== The problem ==
Every record has to be written out exactly, with no line missing.

== Information shown ==
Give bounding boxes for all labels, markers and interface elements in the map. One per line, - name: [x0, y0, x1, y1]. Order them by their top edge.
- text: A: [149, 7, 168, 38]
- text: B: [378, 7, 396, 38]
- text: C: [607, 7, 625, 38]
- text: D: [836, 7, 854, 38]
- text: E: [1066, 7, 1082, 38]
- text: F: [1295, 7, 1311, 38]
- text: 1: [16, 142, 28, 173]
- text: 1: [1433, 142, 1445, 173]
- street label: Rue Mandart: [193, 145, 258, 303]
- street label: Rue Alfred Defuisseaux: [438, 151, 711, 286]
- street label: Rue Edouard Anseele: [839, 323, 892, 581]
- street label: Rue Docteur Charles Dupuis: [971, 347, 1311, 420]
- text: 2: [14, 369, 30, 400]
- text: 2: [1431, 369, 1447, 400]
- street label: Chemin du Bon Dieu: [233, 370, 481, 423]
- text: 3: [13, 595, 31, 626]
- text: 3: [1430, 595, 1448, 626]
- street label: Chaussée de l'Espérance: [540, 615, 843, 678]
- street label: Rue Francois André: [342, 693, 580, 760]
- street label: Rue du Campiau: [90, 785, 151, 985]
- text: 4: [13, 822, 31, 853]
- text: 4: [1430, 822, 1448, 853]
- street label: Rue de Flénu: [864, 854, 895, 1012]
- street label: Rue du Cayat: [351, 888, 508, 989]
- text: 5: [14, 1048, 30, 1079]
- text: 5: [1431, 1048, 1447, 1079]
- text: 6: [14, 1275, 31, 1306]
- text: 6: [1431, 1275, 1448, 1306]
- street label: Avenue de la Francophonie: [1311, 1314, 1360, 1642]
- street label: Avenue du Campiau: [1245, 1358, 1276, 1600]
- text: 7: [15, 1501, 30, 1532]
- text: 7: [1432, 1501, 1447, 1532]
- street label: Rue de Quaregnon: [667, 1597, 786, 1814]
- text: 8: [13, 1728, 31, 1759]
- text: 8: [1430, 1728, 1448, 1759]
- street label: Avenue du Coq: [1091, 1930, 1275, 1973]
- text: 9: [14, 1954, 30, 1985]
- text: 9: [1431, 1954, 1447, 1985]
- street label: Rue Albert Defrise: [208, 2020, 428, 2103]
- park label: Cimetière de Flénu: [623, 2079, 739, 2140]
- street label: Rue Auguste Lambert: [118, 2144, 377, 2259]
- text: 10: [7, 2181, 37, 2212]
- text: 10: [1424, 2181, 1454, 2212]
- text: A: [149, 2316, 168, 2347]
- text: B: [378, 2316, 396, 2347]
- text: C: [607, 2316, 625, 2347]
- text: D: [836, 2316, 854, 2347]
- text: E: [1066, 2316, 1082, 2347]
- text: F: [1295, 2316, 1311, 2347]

== Answer for this exercise ==
Give bounding boxes for all labels, markers and interface elements in the map. One per line, - name: [x0, y0, x1, y1]. Order them by their top edge.
- text: A: [149, 7, 168, 38]
- text: B: [378, 7, 396, 38]
- text: C: [607, 7, 625, 38]
- text: D: [836, 7, 854, 38]
- text: E: [1066, 7, 1082, 38]
- text: F: [1295, 7, 1311, 38]
- text: 1: [16, 142, 28, 173]
- text: 1: [1433, 142, 1445, 173]
- street label: Rue Mandart: [193, 145, 258, 303]
- street label: Rue Alfred Defuisseaux: [438, 151, 711, 286]
- street label: Rue Edouard Anseele: [839, 323, 892, 581]
- street label: Rue Docteur Charles Dupuis: [971, 347, 1311, 420]
- text: 2: [14, 369, 30, 400]
- text: 2: [1431, 369, 1447, 400]
- street label: Chemin du Bon Dieu: [233, 370, 481, 423]
- text: 3: [13, 595, 31, 626]
- text: 3: [1430, 595, 1448, 626]
- street label: Chaussée de l'Espérance: [540, 615, 843, 678]
- street label: Rue Francois André: [342, 693, 580, 760]
- street label: Rue du Campiau: [90, 785, 151, 985]
- text: 4: [13, 822, 31, 853]
- text: 4: [1430, 822, 1448, 853]
- street label: Rue de Flénu: [864, 854, 895, 1012]
- street label: Rue du Cayat: [351, 888, 508, 989]
- text: 5: [14, 1048, 30, 1079]
- text: 5: [1431, 1048, 1447, 1079]
- text: 6: [14, 1275, 31, 1306]
- text: 6: [1431, 1275, 1448, 1306]
- street label: Avenue de la Francophonie: [1311, 1314, 1360, 1642]
- street label: Avenue du Campiau: [1245, 1358, 1276, 1600]
- text: 7: [15, 1501, 30, 1532]
- text: 7: [1432, 1501, 1447, 1532]
- street label: Rue de Quaregnon: [667, 1597, 786, 1814]
- text: 8: [13, 1728, 31, 1759]
- text: 8: [1430, 1728, 1448, 1759]
- street label: Avenue du Coq: [1091, 1930, 1275, 1973]
- text: 9: [14, 1954, 30, 1985]
- text: 9: [1431, 1954, 1447, 1985]
- street label: Rue Albert Defrise: [208, 2020, 428, 2103]
- park label: Cimetière de Flénu: [623, 2079, 739, 2140]
- street label: Rue Auguste Lambert: [118, 2144, 377, 2259]
- text: 10: [7, 2181, 37, 2212]
- text: 10: [1424, 2181, 1454, 2212]
- text: A: [149, 2316, 168, 2347]
- text: B: [378, 2316, 396, 2347]
- text: C: [607, 2316, 625, 2347]
- text: D: [836, 2316, 854, 2347]
- text: E: [1066, 2316, 1082, 2347]
- text: F: [1295, 2316, 1311, 2347]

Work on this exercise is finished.